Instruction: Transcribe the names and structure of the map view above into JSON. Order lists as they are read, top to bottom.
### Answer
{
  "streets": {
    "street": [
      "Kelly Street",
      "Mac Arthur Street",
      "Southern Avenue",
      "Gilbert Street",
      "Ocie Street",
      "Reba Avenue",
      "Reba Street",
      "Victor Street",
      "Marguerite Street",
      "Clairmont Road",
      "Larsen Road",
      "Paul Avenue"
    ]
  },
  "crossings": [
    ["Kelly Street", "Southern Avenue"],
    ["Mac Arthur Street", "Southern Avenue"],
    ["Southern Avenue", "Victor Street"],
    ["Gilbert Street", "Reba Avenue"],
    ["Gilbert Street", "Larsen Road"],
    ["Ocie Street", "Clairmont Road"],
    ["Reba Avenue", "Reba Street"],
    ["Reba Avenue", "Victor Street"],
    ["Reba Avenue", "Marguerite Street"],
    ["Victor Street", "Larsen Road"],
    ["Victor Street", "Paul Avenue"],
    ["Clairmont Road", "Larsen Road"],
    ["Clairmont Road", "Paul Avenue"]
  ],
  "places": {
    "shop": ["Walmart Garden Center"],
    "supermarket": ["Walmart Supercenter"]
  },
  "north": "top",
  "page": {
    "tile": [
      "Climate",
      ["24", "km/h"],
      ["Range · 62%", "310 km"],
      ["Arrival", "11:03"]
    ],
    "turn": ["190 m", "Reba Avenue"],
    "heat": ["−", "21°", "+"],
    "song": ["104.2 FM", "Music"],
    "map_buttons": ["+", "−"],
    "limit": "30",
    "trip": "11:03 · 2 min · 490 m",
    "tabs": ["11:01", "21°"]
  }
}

## EXERCISE INSTRUCTIONS
Would you output every line of the listing exactly as given?

## ANSWER TO THIS EXERCISE
Instruction: Transcribe the names and structure of the map view above into JSON. Order lists as they are read, top to bottom.
### Answer
{
  "streets": {
    "street": [
      "Kelly Street",
      "Mac Arthur Street",
      "Southern Avenue",
      "Gilbert Street",
      "Ocie Street",
      "Reba Avenue",
      "Reba Street",
      "Victor Street",
      "Marguerite Street",
      "Clairmont Road",
      "Larsen Road",
      "Paul Avenue"
    ]
  },
  "crossings": [
    ["Kelly Street", "Southern Avenue"],
    ["Mac Arthur Street", "Southern Avenue"],
    ["Southern Avenue", "Victor Street"],
    ["Gilbert Street", "Reba Avenue"],
    ["Gilbert Street", "Larsen Road"],
    ["Ocie Street", "Clairmont Road"],
    ["Reba Avenue", "Reba Street"],
    ["Reba Avenue", "Victor Street"],
    ["Reba Avenue", "Marguerite Street"],
    ["Victor Street", "Larsen Road"],
    ["Victor Street", "Paul Avenue"],
    ["Clairmont Road", "Larsen Road"],
    ["Clairmont Road", "Paul Avenue"]
  ],
  "places": {
    "shop": ["Walmart Garden Center"],
    "supermarket": ["Walmart Supercenter"]
  },
  "north": "top",
  "page": {
    "tile": [
      "Climate",
      ["24", "km/h"],
      ["Range · 62%", "310 km"],
      ["Arrival", "11:03"]
    ],
    "turn": ["190 m", "Reba Avenue"],
    "heat": ["−", "21°", "+"],
    "song": ["104.2 FM", "Music"],
    "map_buttons": ["+", "−"],
    "limit": "30",
    "trip": "11:03 · 2 min · 490 m",
    "tabs": ["11:01", "21°"]
  }
}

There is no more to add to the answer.